Insurance Glossary
Define the insurance and medical billing terms you'll encounter when navigating prior authorization and appeals.
Appeal Process
External Review
An independent review of a denied claim by a physician who was not involved in the original denial. Most states allow external review after an internal appeal is denied.
Internal Appeal
The first step of the formal appeals process. You submit additional medical evidence and a written explanation to your insurer to request reconsideration of a denial.
Peer-to-Peer Review
A conversation between your healthcare provider and a physician employed by the insurance company to discuss the medical necessity of your treatment. Can speed up appeals.
Billing
Bundled Payment
A single payment amount for an entire episode of care, procedure, or treatment. Unlike fee-for-service, bundled payments incentivize efficiency.
EOB
Explanation of Benefits. A document sent by your insurance company explaining what charges were covered, what you owe, and the reasoning behind coverage decisions.
Fee-for-Service
A payment model where healthcare providers are paid for each individual service or procedure provided. Opposite of bundled or capitated payment models.
Usual and Customary
The amount an insurance company considers "reasonable" for a particular procedure in a specific geographic area. Out-of-network providers often charge more than this amount.
Capitated Payment
A fixed monthly payment per patient for healthcare services, regardless of how much care is delivered. Used in some HMO and managed care plans.
Coding
CPT Code
Current Procedural Terminology. A five-digit code that describes a specific medical procedure or service. Used by insurers to determine coverage and billing.
HCPCS Code
Healthcare Common Procedure Coding System. Similar to CPT codes but used primarily for Medicare services, durable medical equipment, and supplies. Starts with a letter followed by four numbers.
ICD-10 Code
International Classification of Diseases, 10th Revision. A diagnostic code that describes the patient's medical condition or reason for the procedure. Often called a "diagnosis code."
Insurance Concept
Medical Necessity
A determination that a medical procedure or treatment is appropriate, reasonable, and necessary to diagnose, treat, or manage a patient's medical condition. Insurance companies use this standard to deny claims.
Insurance Network
In-Network
A healthcare provider who has a contract with your insurance company and agreed to accept the insurer's fee schedule.

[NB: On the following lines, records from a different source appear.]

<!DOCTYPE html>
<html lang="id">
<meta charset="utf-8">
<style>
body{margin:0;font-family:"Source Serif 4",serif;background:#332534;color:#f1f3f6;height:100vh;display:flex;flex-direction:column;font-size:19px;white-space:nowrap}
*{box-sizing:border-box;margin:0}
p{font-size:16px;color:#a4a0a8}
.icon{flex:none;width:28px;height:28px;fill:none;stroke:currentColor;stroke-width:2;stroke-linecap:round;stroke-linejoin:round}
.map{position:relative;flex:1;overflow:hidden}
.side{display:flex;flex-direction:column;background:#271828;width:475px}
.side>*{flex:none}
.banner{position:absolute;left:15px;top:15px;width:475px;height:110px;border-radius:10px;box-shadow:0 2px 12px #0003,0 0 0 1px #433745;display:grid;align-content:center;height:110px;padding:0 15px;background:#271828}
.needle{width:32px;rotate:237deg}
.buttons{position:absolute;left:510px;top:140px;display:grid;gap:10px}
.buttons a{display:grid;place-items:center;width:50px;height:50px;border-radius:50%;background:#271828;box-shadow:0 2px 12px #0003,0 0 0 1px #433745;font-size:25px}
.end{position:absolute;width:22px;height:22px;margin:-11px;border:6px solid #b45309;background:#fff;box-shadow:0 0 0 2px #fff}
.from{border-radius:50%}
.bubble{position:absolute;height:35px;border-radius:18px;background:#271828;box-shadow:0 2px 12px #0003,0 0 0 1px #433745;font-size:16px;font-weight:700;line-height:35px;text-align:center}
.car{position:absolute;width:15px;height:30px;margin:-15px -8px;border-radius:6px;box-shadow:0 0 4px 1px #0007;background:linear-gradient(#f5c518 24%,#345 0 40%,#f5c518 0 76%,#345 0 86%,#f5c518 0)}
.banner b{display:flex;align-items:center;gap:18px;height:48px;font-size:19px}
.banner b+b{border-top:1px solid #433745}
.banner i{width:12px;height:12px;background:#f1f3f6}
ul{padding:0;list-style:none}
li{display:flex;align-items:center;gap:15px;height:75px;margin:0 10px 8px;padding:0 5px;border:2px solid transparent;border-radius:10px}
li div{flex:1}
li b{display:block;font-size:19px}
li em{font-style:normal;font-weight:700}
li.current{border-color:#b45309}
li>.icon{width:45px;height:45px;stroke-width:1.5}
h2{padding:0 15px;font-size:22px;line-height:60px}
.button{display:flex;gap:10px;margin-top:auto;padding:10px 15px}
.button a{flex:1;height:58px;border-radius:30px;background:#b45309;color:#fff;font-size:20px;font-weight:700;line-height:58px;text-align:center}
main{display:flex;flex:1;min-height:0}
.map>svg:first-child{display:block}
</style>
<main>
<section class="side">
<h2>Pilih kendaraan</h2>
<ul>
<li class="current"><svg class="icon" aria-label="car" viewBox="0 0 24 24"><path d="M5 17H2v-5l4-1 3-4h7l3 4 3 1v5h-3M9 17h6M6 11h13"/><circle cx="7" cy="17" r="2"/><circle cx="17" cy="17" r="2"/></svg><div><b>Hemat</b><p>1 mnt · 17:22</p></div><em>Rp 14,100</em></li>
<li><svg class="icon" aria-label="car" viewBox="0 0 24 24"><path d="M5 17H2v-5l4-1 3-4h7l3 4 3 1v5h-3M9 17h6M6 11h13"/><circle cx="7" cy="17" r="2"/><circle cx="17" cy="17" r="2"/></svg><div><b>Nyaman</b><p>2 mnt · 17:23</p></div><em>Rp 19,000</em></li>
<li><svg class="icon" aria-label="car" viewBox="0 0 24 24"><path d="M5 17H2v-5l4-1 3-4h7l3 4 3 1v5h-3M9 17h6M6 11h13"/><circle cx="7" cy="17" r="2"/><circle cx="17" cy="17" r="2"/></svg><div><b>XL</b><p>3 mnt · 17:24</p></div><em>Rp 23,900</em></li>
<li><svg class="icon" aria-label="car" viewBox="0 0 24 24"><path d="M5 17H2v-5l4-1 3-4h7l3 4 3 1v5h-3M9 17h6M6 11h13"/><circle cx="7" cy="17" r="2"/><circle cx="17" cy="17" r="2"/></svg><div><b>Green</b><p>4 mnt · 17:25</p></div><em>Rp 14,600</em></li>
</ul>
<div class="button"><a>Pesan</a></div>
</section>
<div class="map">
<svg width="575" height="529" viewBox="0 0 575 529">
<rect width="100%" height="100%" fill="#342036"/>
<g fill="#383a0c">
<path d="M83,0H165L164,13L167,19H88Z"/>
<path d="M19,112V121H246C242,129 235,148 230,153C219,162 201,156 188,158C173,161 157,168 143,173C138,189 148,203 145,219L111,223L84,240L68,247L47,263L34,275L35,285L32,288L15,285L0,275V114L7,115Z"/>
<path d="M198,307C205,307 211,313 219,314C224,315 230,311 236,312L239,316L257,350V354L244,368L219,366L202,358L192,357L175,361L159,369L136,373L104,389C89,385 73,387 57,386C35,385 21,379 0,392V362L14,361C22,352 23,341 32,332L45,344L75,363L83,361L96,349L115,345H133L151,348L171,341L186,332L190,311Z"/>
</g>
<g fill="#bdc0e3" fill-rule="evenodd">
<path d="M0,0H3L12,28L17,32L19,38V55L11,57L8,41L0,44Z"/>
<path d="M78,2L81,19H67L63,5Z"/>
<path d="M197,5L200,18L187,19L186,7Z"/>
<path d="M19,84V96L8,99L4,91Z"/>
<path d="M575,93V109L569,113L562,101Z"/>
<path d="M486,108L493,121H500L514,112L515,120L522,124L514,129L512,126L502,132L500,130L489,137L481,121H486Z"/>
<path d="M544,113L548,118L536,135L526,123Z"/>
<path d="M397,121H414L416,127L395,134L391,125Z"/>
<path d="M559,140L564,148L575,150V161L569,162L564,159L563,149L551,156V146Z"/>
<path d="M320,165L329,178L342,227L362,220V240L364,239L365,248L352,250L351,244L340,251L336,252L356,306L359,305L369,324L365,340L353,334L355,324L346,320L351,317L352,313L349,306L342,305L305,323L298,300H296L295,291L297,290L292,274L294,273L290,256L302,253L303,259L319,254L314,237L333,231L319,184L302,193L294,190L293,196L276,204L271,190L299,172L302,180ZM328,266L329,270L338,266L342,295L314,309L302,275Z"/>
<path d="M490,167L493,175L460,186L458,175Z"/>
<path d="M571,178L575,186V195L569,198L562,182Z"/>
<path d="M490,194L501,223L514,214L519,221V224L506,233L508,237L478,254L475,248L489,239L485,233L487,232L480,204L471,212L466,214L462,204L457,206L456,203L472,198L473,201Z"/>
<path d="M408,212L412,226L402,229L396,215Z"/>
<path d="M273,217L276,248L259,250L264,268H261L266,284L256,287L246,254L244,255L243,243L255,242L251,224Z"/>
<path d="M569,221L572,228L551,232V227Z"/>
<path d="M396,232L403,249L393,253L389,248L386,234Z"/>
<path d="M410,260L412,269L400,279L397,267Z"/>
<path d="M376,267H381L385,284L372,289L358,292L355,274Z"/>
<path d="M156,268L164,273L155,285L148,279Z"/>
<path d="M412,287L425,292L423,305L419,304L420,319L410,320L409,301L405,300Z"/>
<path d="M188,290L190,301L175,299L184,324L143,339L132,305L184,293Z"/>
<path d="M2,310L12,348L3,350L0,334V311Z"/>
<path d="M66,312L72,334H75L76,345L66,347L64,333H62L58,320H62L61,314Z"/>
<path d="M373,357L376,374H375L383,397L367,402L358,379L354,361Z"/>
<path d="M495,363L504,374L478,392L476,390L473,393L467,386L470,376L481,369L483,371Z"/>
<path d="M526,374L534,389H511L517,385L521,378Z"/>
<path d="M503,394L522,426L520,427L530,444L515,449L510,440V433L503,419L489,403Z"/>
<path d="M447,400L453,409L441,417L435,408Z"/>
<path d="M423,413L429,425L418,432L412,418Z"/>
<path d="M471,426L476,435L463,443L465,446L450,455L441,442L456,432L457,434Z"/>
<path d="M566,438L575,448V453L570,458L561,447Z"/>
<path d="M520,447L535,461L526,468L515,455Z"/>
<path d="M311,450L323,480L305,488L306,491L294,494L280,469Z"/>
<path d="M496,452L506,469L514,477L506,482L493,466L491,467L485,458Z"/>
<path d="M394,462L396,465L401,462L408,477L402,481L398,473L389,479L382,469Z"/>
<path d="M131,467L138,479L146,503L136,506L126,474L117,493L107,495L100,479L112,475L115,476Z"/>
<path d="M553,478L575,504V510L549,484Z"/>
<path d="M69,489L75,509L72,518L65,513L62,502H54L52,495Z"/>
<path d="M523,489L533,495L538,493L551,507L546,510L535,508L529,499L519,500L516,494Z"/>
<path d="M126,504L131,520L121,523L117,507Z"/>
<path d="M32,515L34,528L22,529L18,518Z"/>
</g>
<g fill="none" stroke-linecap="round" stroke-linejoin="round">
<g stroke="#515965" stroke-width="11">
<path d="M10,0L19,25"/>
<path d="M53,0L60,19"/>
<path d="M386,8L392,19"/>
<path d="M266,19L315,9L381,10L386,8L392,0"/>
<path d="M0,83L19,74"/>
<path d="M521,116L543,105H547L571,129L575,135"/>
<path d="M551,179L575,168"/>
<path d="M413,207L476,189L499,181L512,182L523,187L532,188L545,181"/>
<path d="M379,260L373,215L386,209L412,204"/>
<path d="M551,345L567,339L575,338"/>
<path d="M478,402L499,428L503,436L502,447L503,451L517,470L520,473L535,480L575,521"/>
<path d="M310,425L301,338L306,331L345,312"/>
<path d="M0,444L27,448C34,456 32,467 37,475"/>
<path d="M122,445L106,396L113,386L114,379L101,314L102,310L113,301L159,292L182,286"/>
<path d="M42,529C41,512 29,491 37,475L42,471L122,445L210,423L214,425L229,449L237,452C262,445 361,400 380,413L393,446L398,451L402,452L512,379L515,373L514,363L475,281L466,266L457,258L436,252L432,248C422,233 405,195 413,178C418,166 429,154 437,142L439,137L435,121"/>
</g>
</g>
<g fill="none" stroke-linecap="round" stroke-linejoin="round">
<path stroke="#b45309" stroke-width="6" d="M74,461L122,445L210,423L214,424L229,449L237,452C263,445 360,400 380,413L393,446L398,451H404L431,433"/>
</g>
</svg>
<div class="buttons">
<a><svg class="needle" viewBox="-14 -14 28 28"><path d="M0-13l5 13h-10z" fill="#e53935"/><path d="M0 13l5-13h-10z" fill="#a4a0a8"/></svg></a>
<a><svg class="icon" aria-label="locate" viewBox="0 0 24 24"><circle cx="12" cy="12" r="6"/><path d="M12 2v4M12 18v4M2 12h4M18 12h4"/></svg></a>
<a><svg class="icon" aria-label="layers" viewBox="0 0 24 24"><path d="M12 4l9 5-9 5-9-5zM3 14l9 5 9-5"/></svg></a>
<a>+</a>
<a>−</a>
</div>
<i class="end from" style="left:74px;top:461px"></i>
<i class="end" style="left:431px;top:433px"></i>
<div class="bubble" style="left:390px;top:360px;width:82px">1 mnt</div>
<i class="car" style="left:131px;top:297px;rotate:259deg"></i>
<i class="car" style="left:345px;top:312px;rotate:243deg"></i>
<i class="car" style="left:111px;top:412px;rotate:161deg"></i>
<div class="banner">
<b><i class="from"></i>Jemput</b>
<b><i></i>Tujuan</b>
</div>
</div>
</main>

In-network care is typically covered at a higher percentage.
Out-of-Network
A healthcare provider who does not have a contract with your insurance company. You typically pay a higher percentage of costs when seeing out-of-network providers.
Insurance Outcome
Denial
An insurance company's decision to not cover a specific medical service or procedure. Common reasons include lack of medical necessity, missing prior authorization, or procedure being considered experimental.
Insurance Plan
Deductible
The amount you must pay out-of-pocket before your insurance company begins to cover your medical expenses. Different deductibles may apply for different service categories.
Insurance Process
Appeal
A formal request to reconsider a denied insurance claim. Appeals typically go through an internal review process first, then external review if denied again.
Claim
A request for payment submitted to your insurance company by your healthcare provider. Includes procedure codes, diagnosis codes, provider information, and charges.
Prior Authorization
A requirement that your healthcare provider gets approval from your insurance company before you receive a procedure or treatment. Also called prior approval or pre-authorization.
Insurance Requirement
Step Therapy
A coverage policy that requires patients to try less expensive treatments before insurance will cover more expensive options. Also called fail-first or step-down therapy.